Architecture of ws-camerad

February 22, 2026

Architecture of ws-camerad: A Multi-Consumer Camera Daemon for Raspberry Pi

On Linux-based systems, a single process holds exclusive access to a camera device at any given time. This constraint presents a fundamental problem for systems in which multiple consumers — motion detectors, machine learning classifiers, video archivers, human operators — require concurrent access to the same frame data. ws-camerad addresses this by operating as a long-running daemon that acquires the camera once and distributes frames to an arbitrary number of consumers through several independent transport mechanisms.

This post provides a detailed technical account of the daemon’s internal architecture: how frames move from the image sensor through the processing pipeline to each consumer endpoint, and the implementation decisions that govern each stage.

System Overview

ws-camerad is structured as a single-process, multi-threaded daemon written in C++. It links against libcamera for hardware camera control and uses the Linux V4L2 subsystem for hardware-accelerated encoding and virtual camera output. The process is organised around a central CapturePipeline class that coordinates several subsystems:

                         ┌─────────────────────┐
                         │    CameraManager     │
                         │  (libcamera, ISP)    │
                         └──────────┬───────────┘
                                    │ raw YUV420
                         ┌──────────▼───────────┐
                         │   CapturePipeline     │
                         │  (format conversion,  │
                         │   rotation, fan-out)  │
                         └┬───┬───┬───┬───┬───┬─┘
                          │   │   │   │   │   │
       ┌──────────────────┘   │   │   │   │   └────────────────┐
       │           ┌──────────┘   │   │   └──────────┐         │
       ▼           ▼              ▼   ▼              ▼         ▼
 ┌───────────┐ ┌───────────┐ ┌────────┐ ┌────────────┐ ┌──────────┐
 │ V4L2      │ │Raw Ring   │ │ Frame  │ │ v4l2       │ │ BGR      │
 │ Encoder   │ │Buffer     │ │ Publish│ │ loopback   │ │ Publish  │
 │ (H.264)   │ │(YUV420 )  │ │ (SHM)  │ │ (vcam)     │ │ (SHM)    │
 └─────┬─────┘ └──┬──────┬─┘ └────────┘ └────────────┘ └──────────┘
       │          │      │
       │     ┌────▼───┐ ┌▼─────────┐
       │     │ Still  │ │ Burst    │
       │     │Capture │ │ Capture  │
       │     │ (JPEG) │ │ (JPEG)   │
       │     └────────┘ └──────────┘
  ┌────▼─────┐
  │ Encoded  │
  │ Ring Buf │
  └──┬────┬──┘
     │    │
     ▼    ▼
 ┌──────┐ ┌──────────┐
 │ RTSP │ │ Clip     │
 │Server│ │Extractor │
 └──────┘ └──────────┘

A separate Daemon class manages the Unix domain socket control interface, mapping incoming text commands (STILL, BURST, CLIP, SET, GET) to pipeline operations. All responses are returned in JSON.

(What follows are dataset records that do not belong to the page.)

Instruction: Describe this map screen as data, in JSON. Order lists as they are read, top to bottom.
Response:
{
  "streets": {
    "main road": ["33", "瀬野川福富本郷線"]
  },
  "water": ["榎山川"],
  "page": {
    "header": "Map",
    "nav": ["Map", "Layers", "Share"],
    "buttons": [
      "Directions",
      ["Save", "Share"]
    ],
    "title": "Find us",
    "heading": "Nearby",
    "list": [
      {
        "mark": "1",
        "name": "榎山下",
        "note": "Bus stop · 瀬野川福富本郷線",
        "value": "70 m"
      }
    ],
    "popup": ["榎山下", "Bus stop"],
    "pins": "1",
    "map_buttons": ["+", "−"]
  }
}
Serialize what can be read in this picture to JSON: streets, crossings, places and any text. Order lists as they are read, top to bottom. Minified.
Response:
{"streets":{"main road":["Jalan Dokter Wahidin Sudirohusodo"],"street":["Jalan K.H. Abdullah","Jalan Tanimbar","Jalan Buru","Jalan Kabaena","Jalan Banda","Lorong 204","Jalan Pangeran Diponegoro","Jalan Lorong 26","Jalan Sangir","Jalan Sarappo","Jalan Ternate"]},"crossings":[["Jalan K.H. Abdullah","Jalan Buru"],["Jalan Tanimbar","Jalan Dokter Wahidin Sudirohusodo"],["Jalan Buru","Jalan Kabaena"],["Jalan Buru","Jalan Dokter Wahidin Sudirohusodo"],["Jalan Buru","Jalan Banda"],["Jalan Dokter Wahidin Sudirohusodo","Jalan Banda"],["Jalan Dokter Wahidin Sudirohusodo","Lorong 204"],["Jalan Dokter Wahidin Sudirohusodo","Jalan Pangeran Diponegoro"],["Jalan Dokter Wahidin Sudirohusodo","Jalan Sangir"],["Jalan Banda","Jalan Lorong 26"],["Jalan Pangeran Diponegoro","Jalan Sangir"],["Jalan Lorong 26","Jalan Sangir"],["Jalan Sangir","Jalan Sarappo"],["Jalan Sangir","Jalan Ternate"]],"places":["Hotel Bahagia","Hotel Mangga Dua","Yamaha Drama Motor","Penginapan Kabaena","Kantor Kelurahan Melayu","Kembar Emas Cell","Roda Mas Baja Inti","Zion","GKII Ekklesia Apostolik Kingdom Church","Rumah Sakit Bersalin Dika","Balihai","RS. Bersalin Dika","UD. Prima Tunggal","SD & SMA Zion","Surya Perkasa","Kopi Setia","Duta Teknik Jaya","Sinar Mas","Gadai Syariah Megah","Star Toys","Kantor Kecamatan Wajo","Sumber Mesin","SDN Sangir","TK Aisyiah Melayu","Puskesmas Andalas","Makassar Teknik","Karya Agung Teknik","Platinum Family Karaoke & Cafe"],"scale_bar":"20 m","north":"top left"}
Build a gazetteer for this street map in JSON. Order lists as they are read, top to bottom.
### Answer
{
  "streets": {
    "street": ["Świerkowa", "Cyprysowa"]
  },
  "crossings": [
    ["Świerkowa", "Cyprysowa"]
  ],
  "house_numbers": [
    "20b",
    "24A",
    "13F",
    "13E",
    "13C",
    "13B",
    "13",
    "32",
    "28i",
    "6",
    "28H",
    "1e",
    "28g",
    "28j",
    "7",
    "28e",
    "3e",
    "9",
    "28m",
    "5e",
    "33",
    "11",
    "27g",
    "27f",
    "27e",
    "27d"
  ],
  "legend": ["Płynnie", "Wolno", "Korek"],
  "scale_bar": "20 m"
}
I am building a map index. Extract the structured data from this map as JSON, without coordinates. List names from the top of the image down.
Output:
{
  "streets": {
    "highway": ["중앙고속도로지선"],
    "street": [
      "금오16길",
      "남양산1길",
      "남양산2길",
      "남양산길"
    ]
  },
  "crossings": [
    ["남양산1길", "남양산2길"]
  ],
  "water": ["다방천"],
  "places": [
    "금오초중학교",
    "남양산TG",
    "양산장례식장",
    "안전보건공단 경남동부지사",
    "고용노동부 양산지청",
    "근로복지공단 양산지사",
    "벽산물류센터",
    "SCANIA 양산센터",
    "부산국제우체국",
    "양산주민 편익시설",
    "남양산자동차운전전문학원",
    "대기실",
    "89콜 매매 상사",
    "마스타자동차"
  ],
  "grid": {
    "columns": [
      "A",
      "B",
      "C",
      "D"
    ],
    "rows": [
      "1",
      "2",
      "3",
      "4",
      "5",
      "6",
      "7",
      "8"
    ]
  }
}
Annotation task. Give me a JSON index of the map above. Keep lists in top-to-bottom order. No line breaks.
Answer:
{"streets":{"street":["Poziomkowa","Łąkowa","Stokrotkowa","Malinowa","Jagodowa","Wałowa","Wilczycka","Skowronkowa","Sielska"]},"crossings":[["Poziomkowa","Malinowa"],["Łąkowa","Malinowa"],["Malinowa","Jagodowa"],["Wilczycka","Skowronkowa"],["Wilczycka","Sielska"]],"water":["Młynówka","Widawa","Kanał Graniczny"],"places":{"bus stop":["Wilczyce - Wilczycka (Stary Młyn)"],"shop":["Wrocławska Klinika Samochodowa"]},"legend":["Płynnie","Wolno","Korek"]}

The following sections describe each subsystem in the order that a frame traverses the pipeline.

Camera Acquisition: CameraManager

CameraManager is the sole owner of the camera hardware. It initialises the libcamera stack, enumerates available cameras, and configures the selected sensor with the requested resolution, frame rate, and orientation.

The ISP configuration is applied at this stage. The Raspberry Pi’s ISP natively supports horizontal and vertical flip operations, which compose to provide 0° and 180° rotations at zero cost — they are applied during the ISP’s normal pixel-processing pass. A 90° or 270° rotation, however, requires a matrix transpose that changes the output buffer geometry (e.g., 1280×960 becomes 960×1280). The ISP cannot perform this operation, so it is deferred to software rotation later in the pipeline.

If a tuning file is specified (e.g., imx219_noir.json for NoIR camera modules), CameraManager passes it to libcamera during initialisation. Tuning files may also be switched at runtime via the control socket; this triggers a warm restart of the camera and encoder while preserving all downstream connections.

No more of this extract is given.